● **What the task asks**:
Check each line of the entries below for the string "heading" and state how many lines have it, with no other text.

Entries taken from a collection:
• • •

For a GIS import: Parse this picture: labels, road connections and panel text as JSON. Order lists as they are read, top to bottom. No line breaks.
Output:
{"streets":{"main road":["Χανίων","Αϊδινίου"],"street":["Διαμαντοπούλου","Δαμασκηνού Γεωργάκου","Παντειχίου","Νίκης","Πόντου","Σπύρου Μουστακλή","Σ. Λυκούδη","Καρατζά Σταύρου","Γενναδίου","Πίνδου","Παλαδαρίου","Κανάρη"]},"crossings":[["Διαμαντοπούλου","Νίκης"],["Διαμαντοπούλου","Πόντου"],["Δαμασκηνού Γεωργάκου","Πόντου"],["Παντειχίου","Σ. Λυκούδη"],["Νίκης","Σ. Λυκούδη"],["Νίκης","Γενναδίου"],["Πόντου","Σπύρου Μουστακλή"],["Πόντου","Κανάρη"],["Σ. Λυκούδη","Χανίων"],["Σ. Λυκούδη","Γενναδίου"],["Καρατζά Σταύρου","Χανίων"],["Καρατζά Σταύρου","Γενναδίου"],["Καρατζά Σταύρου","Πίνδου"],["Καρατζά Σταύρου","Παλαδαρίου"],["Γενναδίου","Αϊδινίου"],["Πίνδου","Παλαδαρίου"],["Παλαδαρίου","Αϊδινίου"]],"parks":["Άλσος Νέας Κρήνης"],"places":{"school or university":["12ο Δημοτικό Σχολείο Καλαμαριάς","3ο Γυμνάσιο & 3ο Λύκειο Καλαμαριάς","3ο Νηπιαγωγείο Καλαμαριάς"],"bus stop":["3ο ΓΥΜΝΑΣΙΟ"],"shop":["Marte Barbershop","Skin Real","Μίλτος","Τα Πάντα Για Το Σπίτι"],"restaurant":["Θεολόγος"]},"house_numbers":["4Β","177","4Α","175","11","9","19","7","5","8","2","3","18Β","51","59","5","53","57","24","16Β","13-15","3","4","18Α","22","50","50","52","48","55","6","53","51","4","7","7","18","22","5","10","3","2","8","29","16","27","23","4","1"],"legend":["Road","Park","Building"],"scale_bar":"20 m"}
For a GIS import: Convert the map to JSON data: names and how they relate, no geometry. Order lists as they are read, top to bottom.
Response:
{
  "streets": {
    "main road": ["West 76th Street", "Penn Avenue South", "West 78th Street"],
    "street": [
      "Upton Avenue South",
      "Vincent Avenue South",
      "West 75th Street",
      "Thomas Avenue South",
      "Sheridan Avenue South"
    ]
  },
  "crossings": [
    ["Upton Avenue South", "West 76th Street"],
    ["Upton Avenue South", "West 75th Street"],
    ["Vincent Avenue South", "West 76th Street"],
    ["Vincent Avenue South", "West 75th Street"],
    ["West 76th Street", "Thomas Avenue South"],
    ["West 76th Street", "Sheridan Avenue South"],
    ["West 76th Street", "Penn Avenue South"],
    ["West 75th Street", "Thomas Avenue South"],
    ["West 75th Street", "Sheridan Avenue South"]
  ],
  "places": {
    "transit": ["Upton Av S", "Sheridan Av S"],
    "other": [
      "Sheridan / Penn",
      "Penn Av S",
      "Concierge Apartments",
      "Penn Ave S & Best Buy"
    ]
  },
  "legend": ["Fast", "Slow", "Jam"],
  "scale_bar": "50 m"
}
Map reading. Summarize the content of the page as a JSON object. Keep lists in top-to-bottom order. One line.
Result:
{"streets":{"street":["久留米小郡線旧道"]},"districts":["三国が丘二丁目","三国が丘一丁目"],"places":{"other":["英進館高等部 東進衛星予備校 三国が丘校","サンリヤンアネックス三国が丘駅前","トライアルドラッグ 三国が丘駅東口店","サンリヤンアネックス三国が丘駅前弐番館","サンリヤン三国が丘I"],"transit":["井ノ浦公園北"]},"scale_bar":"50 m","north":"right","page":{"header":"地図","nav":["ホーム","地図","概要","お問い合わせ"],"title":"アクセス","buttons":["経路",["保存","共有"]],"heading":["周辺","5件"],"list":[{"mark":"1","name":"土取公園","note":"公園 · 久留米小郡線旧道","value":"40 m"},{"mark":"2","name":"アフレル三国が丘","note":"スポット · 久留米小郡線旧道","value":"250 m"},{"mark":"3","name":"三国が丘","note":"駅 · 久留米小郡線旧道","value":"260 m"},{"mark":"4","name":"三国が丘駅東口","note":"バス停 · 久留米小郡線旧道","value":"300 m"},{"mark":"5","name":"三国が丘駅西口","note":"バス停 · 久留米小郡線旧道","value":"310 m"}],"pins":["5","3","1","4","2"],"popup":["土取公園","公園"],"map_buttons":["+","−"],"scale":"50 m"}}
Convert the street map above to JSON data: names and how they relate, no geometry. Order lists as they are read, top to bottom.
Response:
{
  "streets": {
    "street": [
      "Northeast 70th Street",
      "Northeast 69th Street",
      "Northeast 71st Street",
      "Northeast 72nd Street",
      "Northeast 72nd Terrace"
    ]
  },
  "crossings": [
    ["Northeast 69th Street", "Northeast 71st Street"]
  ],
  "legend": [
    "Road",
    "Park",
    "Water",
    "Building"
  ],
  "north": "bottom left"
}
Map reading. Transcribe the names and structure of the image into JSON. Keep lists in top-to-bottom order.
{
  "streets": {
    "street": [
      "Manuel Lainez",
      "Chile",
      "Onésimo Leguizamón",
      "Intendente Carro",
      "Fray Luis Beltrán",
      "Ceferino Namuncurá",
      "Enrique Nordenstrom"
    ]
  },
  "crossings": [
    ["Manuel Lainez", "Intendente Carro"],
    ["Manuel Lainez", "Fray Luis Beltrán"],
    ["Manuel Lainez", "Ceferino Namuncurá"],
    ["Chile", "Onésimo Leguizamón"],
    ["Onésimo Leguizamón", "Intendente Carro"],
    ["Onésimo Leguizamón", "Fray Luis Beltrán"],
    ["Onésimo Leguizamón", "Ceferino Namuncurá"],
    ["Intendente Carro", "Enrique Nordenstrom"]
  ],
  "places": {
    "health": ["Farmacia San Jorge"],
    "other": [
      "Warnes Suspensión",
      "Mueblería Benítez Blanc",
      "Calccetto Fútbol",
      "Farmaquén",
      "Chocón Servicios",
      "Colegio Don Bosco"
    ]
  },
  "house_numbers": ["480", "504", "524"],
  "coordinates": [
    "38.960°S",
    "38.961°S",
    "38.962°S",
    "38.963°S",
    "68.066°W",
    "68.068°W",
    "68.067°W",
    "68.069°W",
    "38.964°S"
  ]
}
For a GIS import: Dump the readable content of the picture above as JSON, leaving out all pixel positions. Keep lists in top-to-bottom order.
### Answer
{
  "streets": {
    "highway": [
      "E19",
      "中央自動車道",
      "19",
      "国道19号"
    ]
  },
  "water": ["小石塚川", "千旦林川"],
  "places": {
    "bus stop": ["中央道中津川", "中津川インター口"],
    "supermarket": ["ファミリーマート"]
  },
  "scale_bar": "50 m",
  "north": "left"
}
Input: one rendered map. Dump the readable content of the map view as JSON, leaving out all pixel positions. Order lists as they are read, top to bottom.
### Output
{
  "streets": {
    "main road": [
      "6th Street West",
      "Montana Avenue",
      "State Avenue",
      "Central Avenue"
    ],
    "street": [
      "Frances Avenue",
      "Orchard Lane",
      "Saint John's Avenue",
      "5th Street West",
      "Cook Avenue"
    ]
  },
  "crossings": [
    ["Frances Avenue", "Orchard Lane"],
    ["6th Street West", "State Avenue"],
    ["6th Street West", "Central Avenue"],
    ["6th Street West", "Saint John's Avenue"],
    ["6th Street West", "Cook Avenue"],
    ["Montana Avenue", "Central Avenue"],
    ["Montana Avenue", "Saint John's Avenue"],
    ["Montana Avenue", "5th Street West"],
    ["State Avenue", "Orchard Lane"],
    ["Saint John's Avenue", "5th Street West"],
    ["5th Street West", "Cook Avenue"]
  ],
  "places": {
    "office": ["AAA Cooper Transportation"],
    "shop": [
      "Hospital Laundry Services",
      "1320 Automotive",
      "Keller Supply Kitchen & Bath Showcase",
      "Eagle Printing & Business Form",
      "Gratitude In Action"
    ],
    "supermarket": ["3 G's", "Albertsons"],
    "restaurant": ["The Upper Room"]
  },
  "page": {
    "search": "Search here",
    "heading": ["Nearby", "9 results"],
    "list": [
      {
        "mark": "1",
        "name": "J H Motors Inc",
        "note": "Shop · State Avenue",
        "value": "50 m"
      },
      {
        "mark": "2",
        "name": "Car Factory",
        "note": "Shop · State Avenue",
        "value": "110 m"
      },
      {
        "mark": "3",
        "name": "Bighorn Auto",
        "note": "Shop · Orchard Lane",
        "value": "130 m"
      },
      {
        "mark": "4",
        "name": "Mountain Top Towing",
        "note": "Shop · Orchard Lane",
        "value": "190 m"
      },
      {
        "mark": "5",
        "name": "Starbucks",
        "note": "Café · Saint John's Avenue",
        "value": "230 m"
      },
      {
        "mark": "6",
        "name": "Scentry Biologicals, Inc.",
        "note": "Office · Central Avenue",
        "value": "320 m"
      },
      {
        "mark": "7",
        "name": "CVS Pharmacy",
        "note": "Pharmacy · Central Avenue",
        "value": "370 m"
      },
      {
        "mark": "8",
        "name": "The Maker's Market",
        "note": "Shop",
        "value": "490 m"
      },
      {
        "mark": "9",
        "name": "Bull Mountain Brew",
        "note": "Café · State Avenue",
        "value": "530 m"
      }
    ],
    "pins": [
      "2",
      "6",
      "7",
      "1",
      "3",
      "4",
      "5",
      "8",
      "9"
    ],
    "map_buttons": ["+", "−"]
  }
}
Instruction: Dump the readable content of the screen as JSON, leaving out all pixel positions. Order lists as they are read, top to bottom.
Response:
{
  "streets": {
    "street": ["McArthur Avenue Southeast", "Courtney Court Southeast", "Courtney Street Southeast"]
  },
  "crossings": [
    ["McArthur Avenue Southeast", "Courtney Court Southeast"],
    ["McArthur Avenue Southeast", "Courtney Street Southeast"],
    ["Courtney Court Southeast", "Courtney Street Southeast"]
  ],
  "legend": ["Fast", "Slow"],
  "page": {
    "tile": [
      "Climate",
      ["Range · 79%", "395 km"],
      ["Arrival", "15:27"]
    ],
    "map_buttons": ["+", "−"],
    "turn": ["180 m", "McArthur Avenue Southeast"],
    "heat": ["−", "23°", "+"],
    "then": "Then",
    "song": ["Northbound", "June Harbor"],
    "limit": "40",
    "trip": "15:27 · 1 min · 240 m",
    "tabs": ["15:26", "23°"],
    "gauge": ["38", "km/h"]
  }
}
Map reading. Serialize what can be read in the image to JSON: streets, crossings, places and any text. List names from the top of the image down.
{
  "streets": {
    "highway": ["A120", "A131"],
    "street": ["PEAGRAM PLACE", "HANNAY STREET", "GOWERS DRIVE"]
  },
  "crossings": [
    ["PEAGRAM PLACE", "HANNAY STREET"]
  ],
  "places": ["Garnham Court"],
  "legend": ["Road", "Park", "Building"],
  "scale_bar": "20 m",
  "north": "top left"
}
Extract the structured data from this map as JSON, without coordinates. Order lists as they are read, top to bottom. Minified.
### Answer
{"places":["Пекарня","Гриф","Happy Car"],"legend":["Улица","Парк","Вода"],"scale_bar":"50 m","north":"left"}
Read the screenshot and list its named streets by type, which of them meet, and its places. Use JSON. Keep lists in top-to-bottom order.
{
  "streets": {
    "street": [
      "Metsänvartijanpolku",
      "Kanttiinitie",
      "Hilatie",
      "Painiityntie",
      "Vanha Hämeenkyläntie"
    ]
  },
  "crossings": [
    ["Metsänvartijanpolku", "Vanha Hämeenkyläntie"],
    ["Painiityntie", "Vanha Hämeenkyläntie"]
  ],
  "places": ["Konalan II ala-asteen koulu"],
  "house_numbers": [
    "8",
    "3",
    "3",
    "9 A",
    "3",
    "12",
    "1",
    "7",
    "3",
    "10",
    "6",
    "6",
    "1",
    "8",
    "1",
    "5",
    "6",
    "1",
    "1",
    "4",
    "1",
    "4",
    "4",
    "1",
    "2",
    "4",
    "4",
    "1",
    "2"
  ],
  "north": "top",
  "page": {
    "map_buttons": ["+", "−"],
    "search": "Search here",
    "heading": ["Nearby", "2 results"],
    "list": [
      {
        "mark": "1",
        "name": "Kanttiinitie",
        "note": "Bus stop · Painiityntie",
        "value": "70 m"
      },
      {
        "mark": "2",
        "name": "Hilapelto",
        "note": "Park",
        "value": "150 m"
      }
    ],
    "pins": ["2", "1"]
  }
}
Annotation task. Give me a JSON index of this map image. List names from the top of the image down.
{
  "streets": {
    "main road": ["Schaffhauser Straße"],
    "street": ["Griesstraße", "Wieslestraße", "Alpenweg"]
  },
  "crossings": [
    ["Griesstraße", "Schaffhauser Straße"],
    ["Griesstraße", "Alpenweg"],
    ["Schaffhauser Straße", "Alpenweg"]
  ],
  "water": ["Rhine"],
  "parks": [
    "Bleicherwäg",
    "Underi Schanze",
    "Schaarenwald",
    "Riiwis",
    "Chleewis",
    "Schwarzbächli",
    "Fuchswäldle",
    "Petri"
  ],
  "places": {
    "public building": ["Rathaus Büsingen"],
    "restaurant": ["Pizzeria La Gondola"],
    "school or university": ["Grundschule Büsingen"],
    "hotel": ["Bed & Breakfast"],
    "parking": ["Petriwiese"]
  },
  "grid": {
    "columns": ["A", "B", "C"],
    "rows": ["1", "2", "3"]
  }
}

• • •

● **Answer to the exercise**:
3